Ganz unabhängig von ihrer Form, rätselte man lange Zeit, ob die Säulen Pate für den Namenszusatz “Eunate” (Baskisch = 100 Tore) standen. Denn als guter Christ gilt es zuerst den Kreuzgang mit seinen 33 Pfeilern dreimal (wegen der Dreifaltigkeit) zu umrunden, bevor man durch das Haupttor eintritt, sodass man rein rechnerisch auf einhundert Tore kommt. Möglicherweise eine plausible Erklärung für Zahlenfetischisten. Einer historischen Überprüfung hält sie allerdings nicht stand, da sich diese Bezeichnung erst Ende des 19. Jahrhunderts durchsetzte. Zuvor hieß die Kirche Santa María de Onat. Der baskische “gute Weg” passt meines Erachtens geographisch als auch spirituell viel besser in den Kontext des Jakobswegs.

Kreuzgang der Iglesia Santa Maria de Eunate mit schlanken Zwillingssaeulen

Das Nordportal und seine Hauptdarsteller

Die unklare Namensherkunft ist allerdings nicht das einzige Mysterium der kleinen Kapelle.

In der Mitte des Kirchdaches erhebt sich ein zweiteiliger Glockengiebel, der auf der Südseite von einem achteckigen Turmaufsatz flankiert wird.
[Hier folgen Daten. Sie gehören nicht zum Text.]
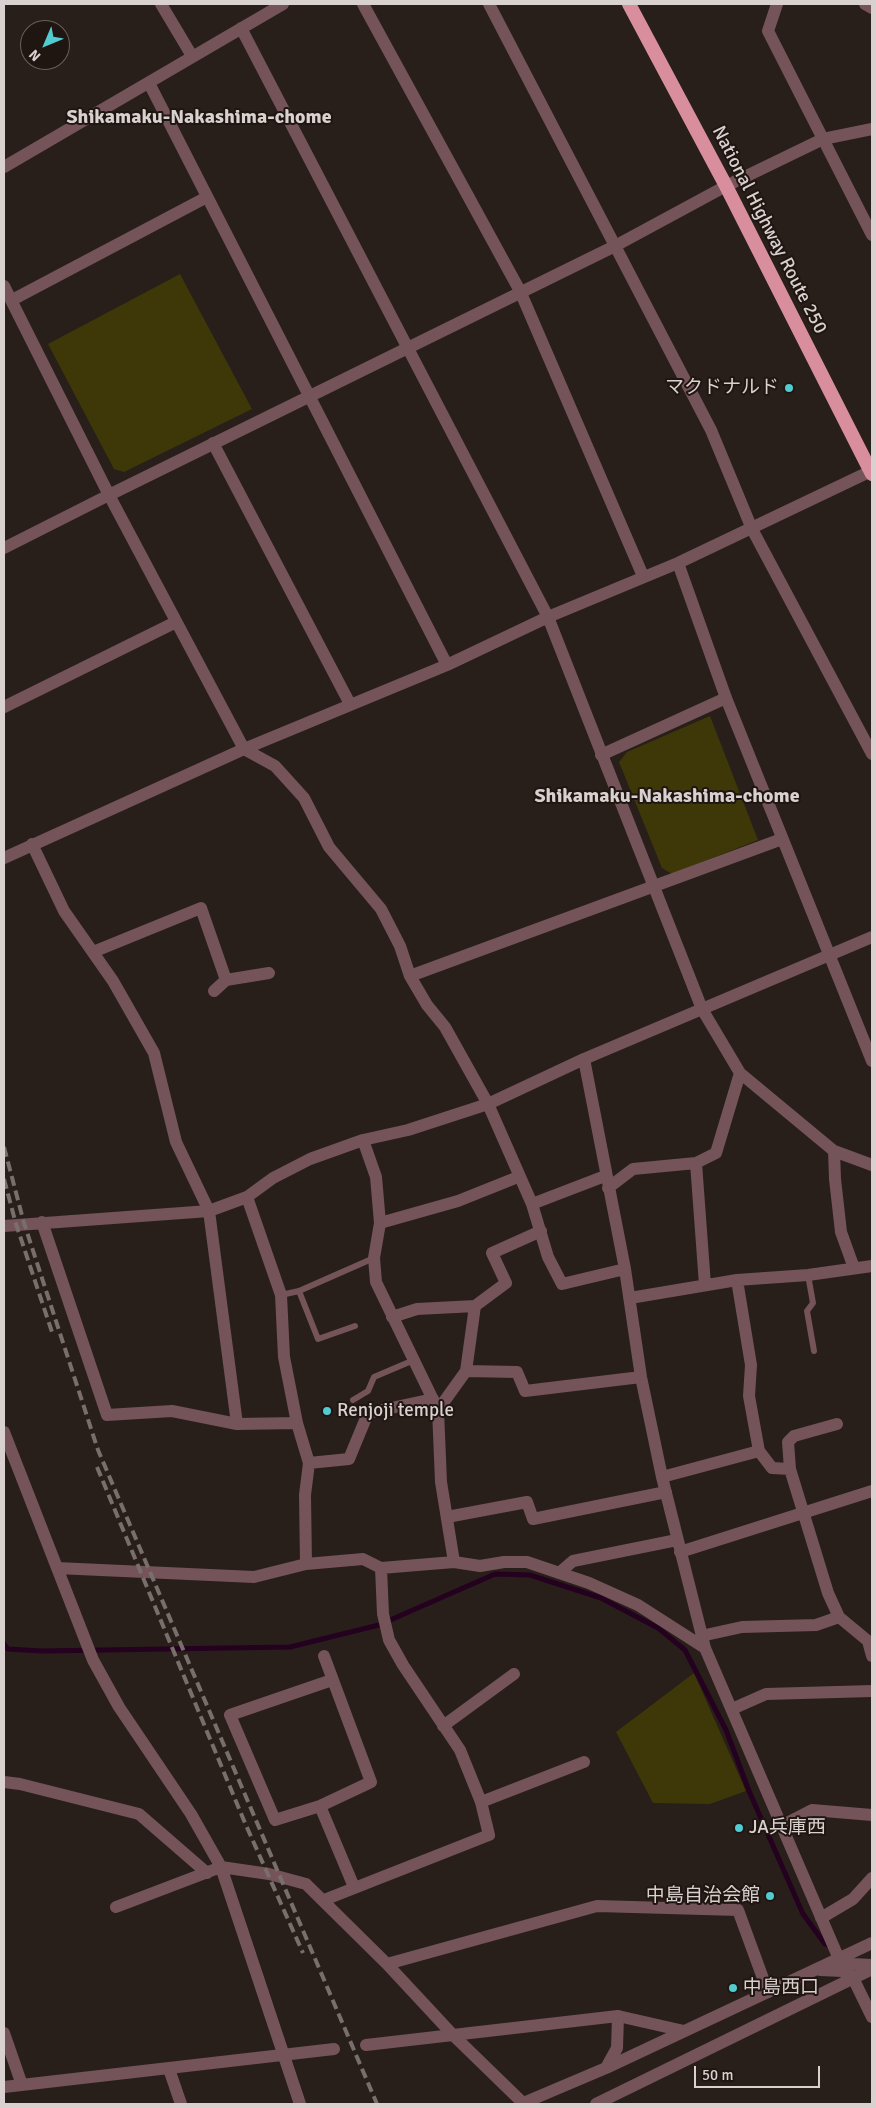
<!DOCTYPE html>
<meta charset="utf-8">
<style>
body{margin:0}
#map{position:relative;width:876px;height:2108px;overflow:hidden;background:#281e1a;font-family:Signika,sans-serif}
canvas{display:block}
.frame{position:absolute;inset:0;border:5px solid #d9d1cf;pointer-events:none}
.north{position:absolute;left:20px;top:20px;width:50px;height:50px;box-sizing:border-box;background:#1f1511;border:1px solid #69605d;border-radius:50%;rotate:225deg;font-size:14px;font-weight:700;line-height:20px;text-align:center;color:#d9d1cf}
.north::after{content:'';display:block;margin:auto;width:18px;height:22px;background:#51ccd1;clip-path:polygon(50% 0,100% 100%,50% 72%,0 100%)}
.scale{position:absolute;left:694px;top:2066px;width:126px;height:22px;box-sizing:border-box;border:2px solid #d9d1cf;border-top:0;padding-left:6px;font-size:15px;line-height:18px;white-space:nowrap;color:#d9d1cf;-webkit-text-stroke:4px #1f1511;paint-order:stroke}
</style>
<div id="map">
<canvas width="876" height="2108"></canvas>
<div class="frame"></div>
<div class="north">N</div>
<div class="scale">50 m</div>
</div>
<script>
const context = document.querySelector('canvas').getContext('2d');
context.lineJoin = 'round';
function fill(path, color) { context.fillStyle = color; context.fill(path, 'evenodd'); }
const poly = rows => new Path2D(rows.map(r => 'M' + r).join(''));
function strokePath(path, color, width, dash) { context.strokeStyle = color; context.lineWidth = width; context.lineCap = dash ? 'butt' : 'round'; context.setLineDash(dash || []); context.stroke(path); }
function drawText(font, color, halo, rows, align = 'center') {
  context.font = font + ' Signika,"Noto Sans JP",sans-serif'; context.lineWidth = 4; context.setLineDash([]); context.textBaseline = 'middle'; context.strokeStyle = halo; context.fillStyle = color; for (const [text, x, y, turn = 0] of rows) {
    context.save(); context.translate(x, y); context.rotate((+turn || 0) * Math.PI / 180); context.textAlign = isNaN(turn) ? turn : align; if (halo) context.strokeText(text, 0, 0); context.fillText(text, 0, 0); context.restore();
  }
}
const green = poly([
 [180,274,252,409,124,472,114,469,48,344],
 [710,716,758,840,672,874,662,868,619,762,627,752],
 [694,1673,746,1791,710,1804,653,1803,616,1732]
]);
const stream = poly([
 [4,1644,8,1649,42,1651,290,1647,379,1625,495,1574,530,1575,601,1598,658,1628,685,1650,726,1730,749,1791,803,1914,825,1944,831,1946]
]);
const service = poly([
 [808,1275,813,1303,807,1311,814,1351],
 [299,1291,318,1339,355,1326],
 [281,1295,299,1291,374,1258],
 [353,1400,368,1391,374,1377,414,1360]
]);
const minor = poly([
 [161,4,192,56],
 [363,4,520,291,643,576],
 [489,4,711,430,752,529,872,754],
 [777,4,768,31,872,235],
 [865,4,872,8],
 [241,28,548,617,702,1009,740,1073,834,1151,872,1165],
 [149,83,447,665],
 [4,167,283,4],
 [12,300,207,197],
 [213,443,350,704],
 [4,548,109,495,244,749,275,766,304,798,329,847,381,909,400,946,410,976,427,1005,445,1027,488,1104,532,1204,548,1257,562,1284,625,1269],
 [678,563,726,698,872,1061],
 [4,707,176,622],
 [601,755,726,698],
 [32,844,64,911,113,981,154,1053,176,1142,209,1211,237,1424],
 [4,858,244,749,447,665,548,617,678,563,871,471],
 [93,952,201,908,226,980],
 [410,976,782,839],
 [214,991,226,980,269,973],
 [584,1059,625,1269,641,1377,662,1477,705,1648],
 [363,1140,376,1177,380,1223,374,1258,376,1282,438,1410,441,1482,454,1562],
 [834,1151,835,1179,841,1232,854,1268],
 [696,1163,705,1285],
 [608,1188,633,1169,696,1163,716,1153,740,1073],
 [247,1197,281,1295,284,1357,297,1423,309,1463,305,1495,306,1564],
 [532,1204,605,1176],
 [42,1222,107,1415,172,1411,237,1424,297,1423],
 [380,1223,458,1201,518,1177],
 [4,1226,209,1211,247,1197,273,1178,310,1159,363,1140,408,1130,488,1104,584,1059,872,937],
 [737,1280,751,1365,749,1396,759,1451,772,1468,790,1469],
 [630,1298,737,1280,808,1275,872,1266],
 [392,1317,417,1309,475,1306,506,1283,492,1253,541,1231],
 [466,1371,517,1372,525,1391,641,1377],
 [438,1410,466,1371,475,1306],
 [837,1424,794,1436,788,1442,790,1469,828,1593,839,1617,868,1641,872,1656],
 [4,1432,93,1660,119,1707,191,1814,221,1867,300,2104],
 [309,1463,349,1459,368,1413,433,1399],
 [662,1477,759,1451],
 [447,1517,527,1502,533,1519,666,1492],
 [680,1552,872,1491],
 [57,1568,254,1577,306,1564,363,1559,381,1568,454,1562,480,1566,504,1562,527,1562,589,1583,638,1605,705,1648,839,1959,853,1978,872,2017],
 [559,1573,573,1561,677,1540],
 [701,1636,742,1627,816,1625,839,1617],
 [332,1680,230,1715,275,1820,320,1806,354,1887],
 [732,1709,766,1694,872,1691],
 [443,1726,514,1674],
 [4,1782,20,1784,139,1814,207,1873],
 [481,1802,584,1762],
 [320,1806,371,1782,324,1656],
 [781,1826,812,1810,872,1815],
 [324,1900,489,1835,481,1802,460,1750,403,1665,389,1640,383,1614,381,1568],
 [116,1907,221,1867,269,1874,306,1884,387,1964,453,2035,524,2104],
 [821,1918,853,1899,872,1878],
 [387,1964,597,1906,738,1910,768,1992],
 [4,2033,22,2085],
 [366,2045,618,2016,684,2031],
 [169,2069,181,2104],
 [4,2087,334,2049]
]);
const tertiary = poly([
 [4,286,109,495,615,246,726,186,823,139,872,129],
 [839,1959,853,1964,872,1965],
 [820,1970,842,1971,853,1978],
 [606,2068,617,2048,618,2016],
 [521,2104,606,2068,872,1943],
 [596,2104,872,1969]
]);
const trunk = poly([
 [629,4,726,186,872,474]
]);
const rail = poly([
 [4,1147,24,1223,98,1450,377,2104],
 [4,1179,16,1224,53,1335],
 [97,1467,245,1823,303,1953]
]);
const markers = [
 [789,388,5,"#51ccd1"],
 [327,1411,5,"#51ccd1"],
 [739,1828,5,"#51ccd1"],
 [770,1896,5,"#51ccd1"],
 [733,1988,5,"#51ccd1"]
];
const streetNames = [
 ["National Highway Route 250",769,230,63]
];
const poiNames = [
 ["マクドナルド",779,388,"right"],
 ["Renjoji temple",337,1411],
 ["JA兵庫西",749,1828],
 ["中島自治会館",760,1896,"right"],
 ["中島西口",743,1988]
];
const neighbourhoodNames = [
 ["Shikamaku-Nakashima-chome",199,118],
 ["Shikamaku-Nakashima-chome",667,797]
];
fill(green, '#3e3808');
strokePath(stream, '#250120', 5);
strokePath(service, '#745359', 6);
strokePath(minor, '#745359', 12);
strokePath(tertiary, '#745359', 12);
strokePath(trunk, '#d88e9d', 14);
strokePath(rail, '#786f6c', 4, [10, 5]);
for (const [x, y, r, color] of markers) { const dot = new Path2D(); dot.arc(x, y, r, 0, 2 * Math.PI); context.fillStyle = color; context.fill(dot); strokePath(dot, '#1f1511', 2); }
drawText('19px', '#d9d1cf', '#1f1511', streetNames);
drawText('19px', '#d9d1cf', '#1f1511', poiNames, 'left');
drawText('bold 20px', '#d9d1cf', '#1f1511', neighbourhoodNames);
</script>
Da der Turm über eine Wendeltreppe mit dem Kircheninnern verbunden war, vermutete man, dass nachts ein Feuer im Turm angezündet wurde. Entweder um als weithin sichtbarer Leuchtturm den Wallfahrern in der Dunkelheit den Kurs in den sicheren Hafen, sprich die Kirche oder das daneben liegende Pilgerhospiz zu weisen, oder als Totenlaterne. Es war nämlich früher in Begräbniskapellen Usus, denjenigen, die den irdischen Lebensweg schon hinter sich hatten, den Weg ins vielversprechende Himmelreich aufzuzeigen. Leider fand man bei den 1943 durchgeführten Renovierungsarbeiten an der Decke des Turmes keinerlei Rußspuren. Damit zerplatzten beide Interpretationen wie eine Seifenblase.

Das berühmte Nordportal des Jentilak habe ich mir als Höhepunkt bis zum Schluss meines Außenrundgangs aufgehoben. Umso erschütterter bin ich angesichts des schlechten Erhaltungsgrads. Vollkommen ungeschützt ist es den Witterungsverhältnissen gnadenlos ausgeliefert, die tiefe Spuren auf dem weichen Sandstein hinterlassen haben. Die innenliegenden Archivolte wurden offensichtlich einer Verjüngungskur unterzogen, doch an das äußerste mit dem legendären Figurenschmuck traute man sich wohl nicht heran.

Kreuzgang und Nordportal der Iglesia Santa Maria de Eunate

Dennoch sind, wenn auch mit viel Wohlwollen und Augenzwinkern, alle Hauptdarsteller der Spiegelportal-Legende wiederzuerkennen: Sowohl die Hexe mit Kelch und Schlange (zugegebenermaßen könnte es auch eine Eva-Darstellung sein), der Jentilak, aufgrund seiner übermenschlichen Kräfte dargestellt als Bafomet, etwas weiter entfernt der Baumeister, der sich der schwarzen Magie bedient hat, als auch der in einen Mantel gehüllte Abt des Mönchordens. Fraglos hat mich das Portal neugierig auf sein Gegenstück in Olcoz gemacht, aber der Besuch muss noch ein wenig warten.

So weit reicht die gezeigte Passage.